# Xx



## MoonLove

Xx


----------



## impatient1

My girls are 6 and 3 and a half, if they wake up really early they will play in their room before we head downstairs together for breakfast.


----------



## Eleanor ace

At 2 I would get up when your DD does so that your DS can go down too. Hopefully it won't be toooo long until you feel he can go down with his sister :)


----------



## lau86

My two have recently started going downstairs, they are 5.5 and 3. They just go downstairs to play, they know not to do anything else and haven't so far. I'm not sure I would trust a 2 yr old though
ETA the most they are downstairs for is 30-45 minutes


----------



## Vickie

impatient1 said:


> My girls are 6 and 3 and a half, if they wake up really early they will play in their room before we head downstairs together for breakfast.

This is what we do though my kids are older. DD who is almost 9 doesn't like being alone :lol: so they just play in their room until we get up.


----------



## mum22ttc#3

Vickie said:


> impatient1 said:
> 
> 
> My girls are 6 and 3 and a half, if they wake up really early they will play in their room before we head downstairs together for breakfast.
> 
> This is what we do though my kids are older. DD who is almost 9 doesn't like being alone :lol: so they just play in their room until we get up.Click to expand...

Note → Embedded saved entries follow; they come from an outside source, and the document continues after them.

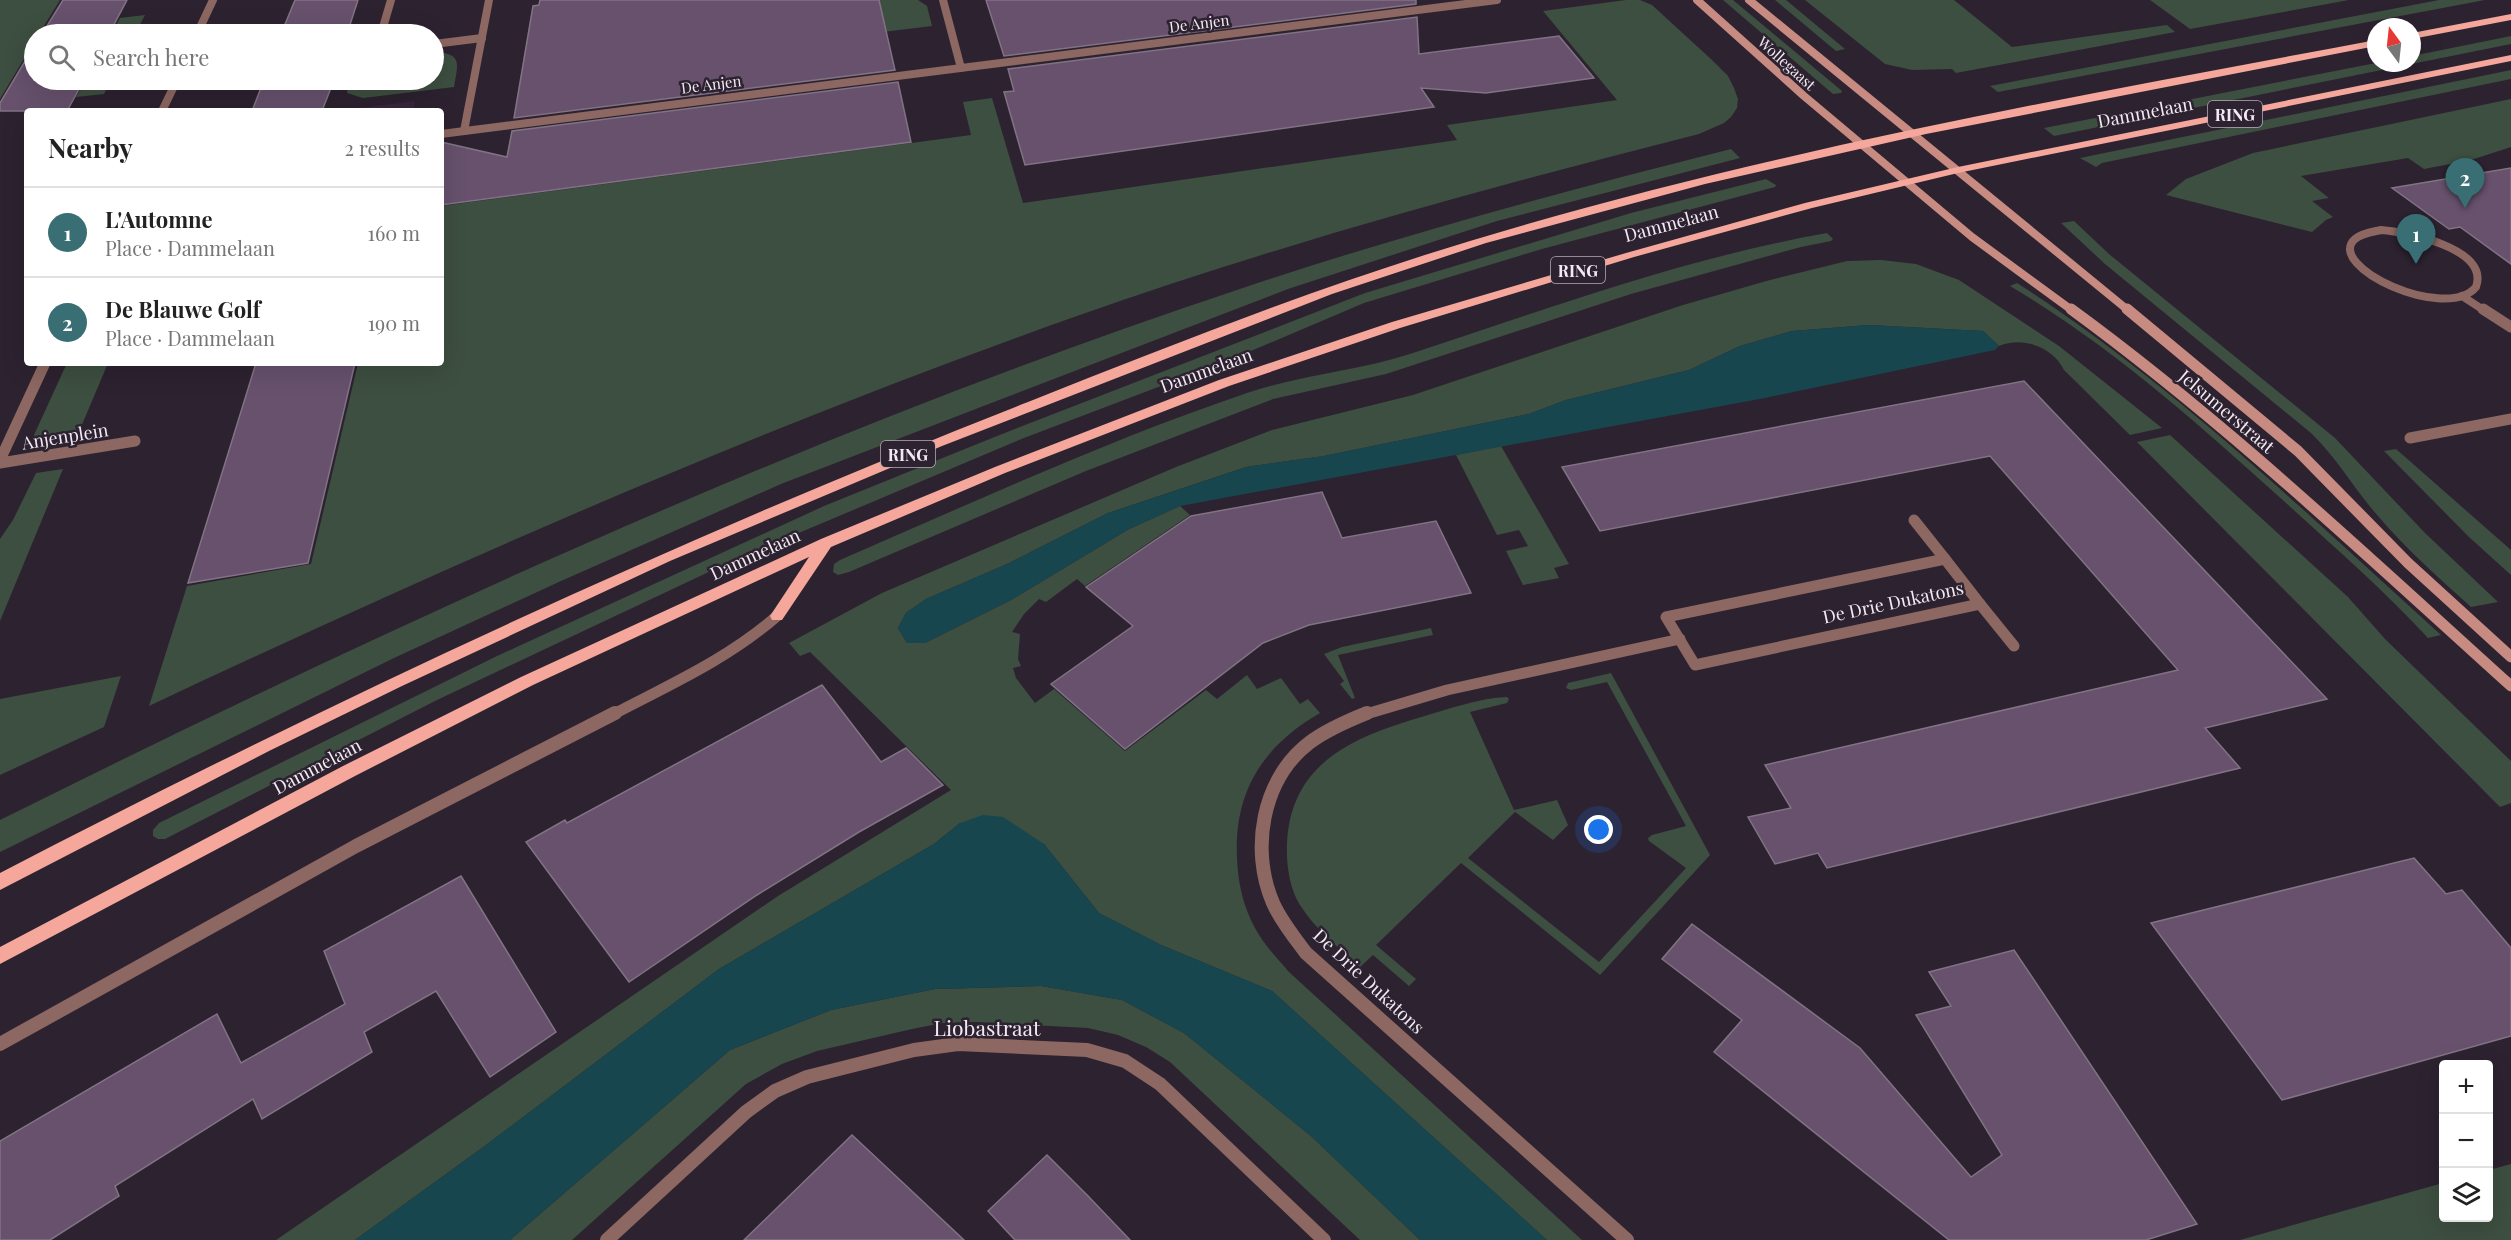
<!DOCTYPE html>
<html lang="en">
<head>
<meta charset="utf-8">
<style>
  :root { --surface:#fff; --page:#f2f2f2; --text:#222; --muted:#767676; --line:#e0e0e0; --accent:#386e74 }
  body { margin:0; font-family:"Playfair Display",serif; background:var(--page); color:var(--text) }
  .controls { position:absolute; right:18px; bottom:18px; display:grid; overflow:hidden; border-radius:6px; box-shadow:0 6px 24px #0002 }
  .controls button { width:54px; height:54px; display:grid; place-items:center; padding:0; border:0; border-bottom:2px solid var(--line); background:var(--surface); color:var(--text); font:30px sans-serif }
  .compass { position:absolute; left:2367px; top:18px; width:54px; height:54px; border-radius:50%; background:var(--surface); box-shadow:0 6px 24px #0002; rotate:345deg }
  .you { position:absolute; left:1599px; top:830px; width:21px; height:21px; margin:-15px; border:4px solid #fff; border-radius:50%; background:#1a73e8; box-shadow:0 0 0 9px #1a73e833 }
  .badge { display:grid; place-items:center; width:39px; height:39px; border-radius:50%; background:var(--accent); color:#fff; font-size:20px; font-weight:700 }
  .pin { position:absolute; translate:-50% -50px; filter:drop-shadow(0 2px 3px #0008) }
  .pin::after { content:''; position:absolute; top:32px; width:21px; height:18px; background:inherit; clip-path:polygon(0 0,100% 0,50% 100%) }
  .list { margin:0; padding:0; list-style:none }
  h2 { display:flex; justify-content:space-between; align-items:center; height:78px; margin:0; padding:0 24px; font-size:26px }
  h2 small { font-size:20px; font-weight:400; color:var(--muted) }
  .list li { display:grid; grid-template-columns:39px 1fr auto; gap:18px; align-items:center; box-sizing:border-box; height:90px; padding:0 24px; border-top:2px solid var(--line) }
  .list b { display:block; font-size:22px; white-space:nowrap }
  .list p { margin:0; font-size:20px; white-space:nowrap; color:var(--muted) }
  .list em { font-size:20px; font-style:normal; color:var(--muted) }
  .icon { flex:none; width:33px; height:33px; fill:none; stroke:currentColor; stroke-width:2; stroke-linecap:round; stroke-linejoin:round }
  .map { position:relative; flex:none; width:2511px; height:1240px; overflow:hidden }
  .search { position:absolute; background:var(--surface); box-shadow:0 6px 24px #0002; left:24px; top:24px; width:420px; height:66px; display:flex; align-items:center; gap:15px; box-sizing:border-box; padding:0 21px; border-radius:33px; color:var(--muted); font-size:22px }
  .panel { position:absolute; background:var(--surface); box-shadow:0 6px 24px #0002; left:24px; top:108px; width:420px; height:258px; border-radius:6px }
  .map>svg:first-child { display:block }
  .built { fill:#38283b }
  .green { fill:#3d4f40 }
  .water { fill:#18464e }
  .building { fill:#67516d; stroke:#817384; stroke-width:1.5 }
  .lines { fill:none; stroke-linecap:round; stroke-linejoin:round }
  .lane-far2 { stroke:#8d6761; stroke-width:8 }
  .lane-far1 { stroke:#8d6761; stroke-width:11 }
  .lane { stroke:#8d6761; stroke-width:14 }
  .street-far2 { stroke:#8d6761; stroke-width:8 }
  .street-far1 { stroke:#8d6761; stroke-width:11 }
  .street { stroke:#8d6761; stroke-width:14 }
  .secondary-far1 { stroke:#c78b82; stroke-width:8 }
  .secondary { stroke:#c78b82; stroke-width:11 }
  .primary { fill:#f5a79b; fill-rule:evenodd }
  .labels { text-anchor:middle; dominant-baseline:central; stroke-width:5; stroke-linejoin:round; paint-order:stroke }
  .far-street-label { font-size:15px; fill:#f2eaf3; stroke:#2d2230 }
  .shield { fill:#2d2230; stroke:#b7aeb8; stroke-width:1.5 }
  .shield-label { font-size:16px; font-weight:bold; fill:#f2eaf3 }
  .street-label { font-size:18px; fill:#f2eaf3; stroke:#2d2230 }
  .near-street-label { font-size:21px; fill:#f2eaf3; stroke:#2d2230 }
</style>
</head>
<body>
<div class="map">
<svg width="2511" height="1240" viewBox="0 0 2511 1240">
  <rect width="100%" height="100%" fill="#2d2230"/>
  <path class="built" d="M415,101L413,111H335H336Z"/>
  <g class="green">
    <path d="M0,0H60L39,34H34V42L0,99Z"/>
    <path d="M872,0H918L927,6L932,26L850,36Z"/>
    <path d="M1626,0H1640L1652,5L1712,60L1728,76L1734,88L1738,99L1737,108L1731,117L1724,123L1699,134C1490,187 1281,244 1077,316C760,428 453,563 149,706L187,586L311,564L358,363H441V206L971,135L963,102L992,98L1023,203L1457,140L1447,125L1617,100L1543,11Z"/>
    <path d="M1723,0H1733L1842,91L1841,93L1833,94Z"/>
    <path d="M1775,0H1786L1845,49L1836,51Z"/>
    <path d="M1805,0H1954L2012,47L2167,25L2175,32L1956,73L1952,69L1912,70L1885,64Z"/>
    <path d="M2150,0H2349L2190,29Z"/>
    <path d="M2439,0H2485L1998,92L1990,86Z"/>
    <path d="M145,15L135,34H111L120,18Z"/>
    <path d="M2511,36V44L2054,136L2044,128L2376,63H2412V56Z"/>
    <path d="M434,52C463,53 458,64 454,87L363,98L347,93L349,80H434Z"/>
    <path d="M2511,70V79L2102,163L2096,167L2080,158Z"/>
    <path d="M86,80H111L104,94L76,97Z"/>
    <path d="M2511,99V147L2471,160L2424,169L2408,158L2301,176L2329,198L2312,201L2333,217L2326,220L2312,232L2166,195L2186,179L2253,153Z"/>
    <path d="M1731,149L1740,158L1497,221L1288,289L781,484L561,581L394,658L0,852V820C402,620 810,432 1237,290C1400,235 1565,191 1731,149Z"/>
    <path d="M1766,179L1776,185L1775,187L1542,249L1364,303L1232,359L1024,438L730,562L437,700L165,839H158L153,836V830L159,823L497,656L824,506L997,436L1365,293L1631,213Z"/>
    <path d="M2074,221L2109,254L2335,438L2425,533L2498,602L2471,607C2439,578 2406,549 2378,516C2354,489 2337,458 2311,433L2105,264L2061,223Z"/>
    <path d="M1827,233L1833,239L1831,241L1801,247L1631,294L1386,374L1273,399L1086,471L849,572L838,575L833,572L834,564L840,560C974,502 1108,440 1247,393C1300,375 1357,371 1410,354C1547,309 1685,258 1827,233Z"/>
    <path d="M1881,260L1916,264L1959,280L2059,346L2162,428L2130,435L2064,370C2053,347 2023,336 1999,346L1983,331L1869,325L1792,331L1740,346L1689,370L1566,400L1529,414L1324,456L1246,467L1108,513L1007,564L926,599L906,613L898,628L907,643H925L1011,600L1129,529L1180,506L1190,515L1085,586L1077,579L1046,602L1039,599L1024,614L1012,632L1020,634L1018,659L1021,666L1013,668L1016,678L1035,703L1054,689L1125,751L1206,690L1217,699L1247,675L1257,689L1281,678L1300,704L1308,699L1320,713C1263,746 1234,791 1237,858C1238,883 1243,906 1255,928C1264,945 1277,958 1289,972L1582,1240H1547L1272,991L1161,945L1099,913L1044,844L960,823L934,844L719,969L486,1145L355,1240H276L778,896L951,790L810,652L800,656L789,643L882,593L1176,467L1272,430L1413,395L1683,305L1770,280L1847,261Z"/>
    <path d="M2017,283C2171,382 2305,512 2441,635L2428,638C2384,590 2334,547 2286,503C2200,425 2110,345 2010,286Z"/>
    <path d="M67,363H108L81,427C71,439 52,443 36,439L34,435Z"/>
    <path d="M2170,435L2348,597L2385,639L2511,761V803L2500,807L2137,442Z"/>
    <path d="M1501,446L1569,564L1554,568L1559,578L1523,585L1506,551L1528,546L1519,530L1497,535L1456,455Z"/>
    <path d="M2396,449L2511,550V575L2469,537L2384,451Z"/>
    <path d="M63,469L0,621V539L13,520L36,473Z"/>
    <path d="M1431,628L1433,635L1338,655L1355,698L1352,699L1340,684L1344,681L1324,654L1342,647Z"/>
    <path d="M1611,673L1710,855L1600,975L1461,863L1376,945L1416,979L1409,986L1373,955L1360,967C1339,948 1315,929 1300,905C1289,888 1286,862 1287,843C1291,764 1351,738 1418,718C1446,710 1478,698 1507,697L1509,699L1507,703L1470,712L1514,810L1557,800L1568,825L1553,840L1515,812L1468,858L1599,962L1686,868L1649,841L1648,838L1652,835L1686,826L1607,682L1571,690L1566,688L1568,683Z"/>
    <path d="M121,676L104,727L0,775V699Z"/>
    <path d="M1041,986L1122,1000L1184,1033L1311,1136L1420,1240H1360L1170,1062L1146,1047L1118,1035L1088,1028L976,1022L943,1023L912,1029L817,1051L782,1064L746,1084L572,1240H510L730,1050L831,1010L935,989Z"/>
    <path d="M2511,1164V1240H2240L2443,1183L2444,1218H2488L2489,1170Z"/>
  </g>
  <g class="water">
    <path d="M1869,325L1983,331L1999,346L1995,350L1765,398L1180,506L1129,529L1011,600L925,643H907L898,628L906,613L926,599L1007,564L1108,513L1246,467L1324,456L1529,414L1566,400L1689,370L1740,346L1792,331Z"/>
    <path d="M983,815L1003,817L1044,844L1099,913L1161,945L1272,991L1547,1240H1420L1311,1136L1184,1033L1122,1000L1041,986L935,989L831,1010L730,1050L510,1240H355L486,1145L719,969L934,844L960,823Z"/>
  </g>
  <g class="building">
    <path d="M63,0H127L109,34H42Z"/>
    <path d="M295,0H358L347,34H281Z"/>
    <path d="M540,0H879L895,70L514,118L533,6L539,5Z"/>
    <path d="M986,0H1416V4L1004,56Z"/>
    <path d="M1417,17L1419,54L1559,36L1594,78L1486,93L1421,88L1434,107L1025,165L1004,92L1014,91L1008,69Z"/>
    <path d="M34,46V80H84L67,111H0V103Z"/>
    <path d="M264,80H334L322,111H252Z"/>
    <path d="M898,82L911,142L441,205V142L507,157L512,131Z"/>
    <path d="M2511,168V264L2460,227L2449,229L2392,188Z"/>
    <path d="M256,363H355L308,563L188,583Z"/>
    <path d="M2024,381L2327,699L2205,728L2240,768L1827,868L1818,853L1775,864L1748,817L1791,808L1765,765L2178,670L1990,456L1600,531L1562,467Z"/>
    <path d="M1322,492L1342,538L1436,521L1471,593L1309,625L1263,643L1125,749L1051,684L1133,626L1086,587L1191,516Z"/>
    <path d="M822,685L881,762L906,748L943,785L859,832L757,895L629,982L526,842L565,820L567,823Z"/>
    <path d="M2414,858L2446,894L2462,890L2511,948V1036L2282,1100L2151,923Z"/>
    <path d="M461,876L556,1032L490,1077L436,991L364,1032L372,1052L262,1119L253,1099L115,1186L119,1196L50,1240H0V1141L217,1014L241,1063L345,1004L324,951Z"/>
    <path d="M1692,924L1860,1048L1971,1177L2002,1155L1916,1015L1951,1006L1929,972L2014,950L2197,1224L2146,1240H1949L1714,1052L1742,1020L1662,959Z"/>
    <path d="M852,1135L964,1240H744Z"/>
    <path d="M1047,1155L1089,1197L1130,1240H1015L988,1211Z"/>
  </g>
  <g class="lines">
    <g class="lane-far2">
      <path d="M2381,230C2406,232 2490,248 2476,287C2446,323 2324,266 2355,239C2362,233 2372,232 2381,230Z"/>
      <path d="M2462,296L2485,311"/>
    </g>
    <g class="lane-far1">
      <path d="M2483,309L2511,327"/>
      <path d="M2410,438L2511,419"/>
      <path d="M1914,520L1945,559"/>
      <path d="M1945,559L1980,604L1695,665L1666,617Z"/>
      <path d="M1980,604L2014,646"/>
      <path d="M1363,715L1447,690L1680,639"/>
    </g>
    <path class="lane" d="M1367,713C1347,721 1326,730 1309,743C1262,779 1250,850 1273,903C1281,921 1294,937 1306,953L1627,1240"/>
    <g class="street-far2">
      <path d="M943,0L961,68"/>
      <path d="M197,34L213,0"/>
      <path d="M381,34L391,0"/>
      <path d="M434,44L482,38"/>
      <path d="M162,111L177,80"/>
      <path d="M464,131L489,0"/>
      <path d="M441,134L1497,0"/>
    </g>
    <g class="street-far1">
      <path d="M0,460L45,363"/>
      <path d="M0,463L135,441"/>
      <path d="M612,715C669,685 728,659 777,616"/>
    </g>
    <g class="street">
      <path d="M0,1044L356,846L615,713"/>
      <path d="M607,1240L746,1112L775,1091L807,1077L914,1050L958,1044L1087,1050L1125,1061L1160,1084L1324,1240"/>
    </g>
    <g class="secondary-far1">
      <path d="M1697,0L1804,96L1972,237L2073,311"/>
      <path d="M1749,0L2129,311"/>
    </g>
    <g class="secondary">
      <path d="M2071,309C2227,423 2368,557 2511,686"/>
      <path d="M2127,309L2298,451L2408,563L2511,657"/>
    </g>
    <g class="primary">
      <path d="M2511,14V20L2412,39V33Z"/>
      <path d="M2376,40V46L1926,134L1705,184L1486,243L1332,294L942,446L670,561L402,686L269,751L0,890V873C335,699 676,540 1028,402C1174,344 1320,286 1470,241C1766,151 2072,97 2376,40Z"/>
      <path d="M2511,55V61L1958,173L1812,208L1634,257L1400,328L1229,386L1005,473L831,547L782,620H772L770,616L809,557L533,685L355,776L0,964V947L343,766L521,677L821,539L995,467L1219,380L1392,322L1626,253L1805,203L1958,167Z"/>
    </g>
  </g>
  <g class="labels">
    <g class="far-street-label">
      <text transform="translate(1199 23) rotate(-7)">De Anjen</text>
      <text transform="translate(1787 63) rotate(42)">Wollegaast</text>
      <text transform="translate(711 84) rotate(-7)">De Anjen</text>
    </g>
    <g class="shield">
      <rect x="2208" y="101" width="54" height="26" rx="4.5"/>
      <rect x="1551" y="257" width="54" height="26" rx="4.5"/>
      <rect x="881" y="441" width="54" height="26" rx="4.5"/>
    </g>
    <g class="shield-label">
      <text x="2235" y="114">RING</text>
      <text x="1578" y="270">RING</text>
      <text x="908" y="454">RING</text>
    </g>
    <g class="street-label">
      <text transform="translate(2145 112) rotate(-11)">Dammelaan</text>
      <text transform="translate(1671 223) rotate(-15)">Dammelaan</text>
      <text transform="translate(1206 370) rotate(-20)">Dammelaan</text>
      <text transform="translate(2227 411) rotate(40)">Jelsumerstraat</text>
      <text transform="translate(65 436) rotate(-9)">Anjenplein</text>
      <text transform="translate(755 554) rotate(-25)">Dammelaan</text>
      <text transform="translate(1893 602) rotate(-12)">De Drie Dukatons</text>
      <text transform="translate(317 766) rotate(-28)">Dammelaan</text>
      <text transform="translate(1369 981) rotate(43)">De Drie Dukatons</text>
    </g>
    <g class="near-street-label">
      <text x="987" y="1027">Liobastraat</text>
    </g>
  </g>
</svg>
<div class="controls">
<button>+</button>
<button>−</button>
<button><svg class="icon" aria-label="layers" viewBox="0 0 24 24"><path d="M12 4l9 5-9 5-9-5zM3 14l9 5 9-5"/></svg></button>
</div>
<svg class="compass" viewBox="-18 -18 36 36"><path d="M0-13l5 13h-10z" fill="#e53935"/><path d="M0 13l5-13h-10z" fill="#767676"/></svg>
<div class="you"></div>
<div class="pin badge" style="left:2416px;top:264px">1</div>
<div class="pin badge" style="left:2465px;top:208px">2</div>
<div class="search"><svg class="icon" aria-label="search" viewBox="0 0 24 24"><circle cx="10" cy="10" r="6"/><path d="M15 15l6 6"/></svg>Search here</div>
<section class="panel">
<h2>Nearby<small>2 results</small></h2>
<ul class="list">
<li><span class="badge">1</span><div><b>L'Automne</b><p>Place · Dammelaan</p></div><em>160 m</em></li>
<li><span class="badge">2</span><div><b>De Blauwe Golf</b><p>Place · Dammelaan</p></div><em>190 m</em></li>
</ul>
</section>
</div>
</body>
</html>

Same as this :thumbup: I would let my 9 year old but she wouldn't want to in her own, my 6 year old and 3 year old aren't allowed downstairs on their own though, they stay in their bedroom until fed up then we all go down together :)


----------



## MindUtopia

I think you probably just have to be quite firm on setting boundaries and keeping him occupied upstairs. If your older daughter goes downstairs, I think that's fine and if you're happy with that, then I'd carry on letting her do that, but you'll probably have to set firmer limits with your 2 y/o. Ours is 4 and we've only just, probably since around the time she turned 4, allowed her to go downstairs without us on some mornings. She doesn't usually stay down there for long, usually like you say, to get a drink or to get a toy or sometimes she will sit and play for a bit before she comes back up. But at 2, definitely she was too young and I wouldn't be comfortable with a younger one doing that, just because the older one did. If you don't feel you can keep your 2 y/o contained in his room if she's going downstairs, I would bring him into yours. At that age, our daughter would either climb into bed with us and cuddle for an hour or even two before we all got up or she would come into our room and play with a few toys that were in there before we fully got up. That worked and we always knew were she was and what she was up to and no concerns she was sneaking off someone she shouldn't have been. Because of the age difference between them, you'll always been having different rules and expectations, so I think probably good to start laying the groundwork and being firm about it now. If it's too disruptive, maybe one of you gets up while the other sleeps and you switch off the other weekend day.


----------



## TwoGirlsAndMe

My girls are 6 and 4.5. My 6 year old wakes up between 6-7.30am and has been aloud downstairs on her own for a good while now. She normally just draws or goes on the ipad. When dd 2 wakes up we both go downstairs and start breakfast etc.x


----------



## Lara310809

We don't have stairs so there's no issue with them falling down, but we let our kids get up and watch tv etc in the mornings before we wake up. They are 7, 5 and 3 and they've been doing it for years. When they're toddlers they have the side on the cot still so they habebto wake us to get out anyway then we stay up, but now they're older, and our kids are pretty well behaved we let them go to the lounge themselves. Usually they're only up 30 mins before we are though


----------



## RaspberryK

If it's not a reasonable time to get up then mine have always had to stay in bed and hopefully get back to sleep. 
If it's the weekend and we don't have plans and only one is awake or if it's before 8, then the one who's awake will get in my bed and watch netflix on the Kindle. 
My son is almost 6 and I think he's well behaved but I wouldn't want to take the risk of something happening with me upstairs in bed and him downstairs. X


----------



## Wobbles

I wouldn't have let my daughter at age 6 go down the stairs alone let alone 2 *hide* ... we've only just started allowing that over the last year ish and they are 8 & 9 x


----------



## LoveCakes

My oldest is almost 3 and I don't see her being allowed downstairs alone for the foreseeable future. If she gets up before the baby she comes in to us and watches cartoons while we doze. When the baby gets up he's wide awake in 10 seconds so I bring him downstairs or we all go down together.


----------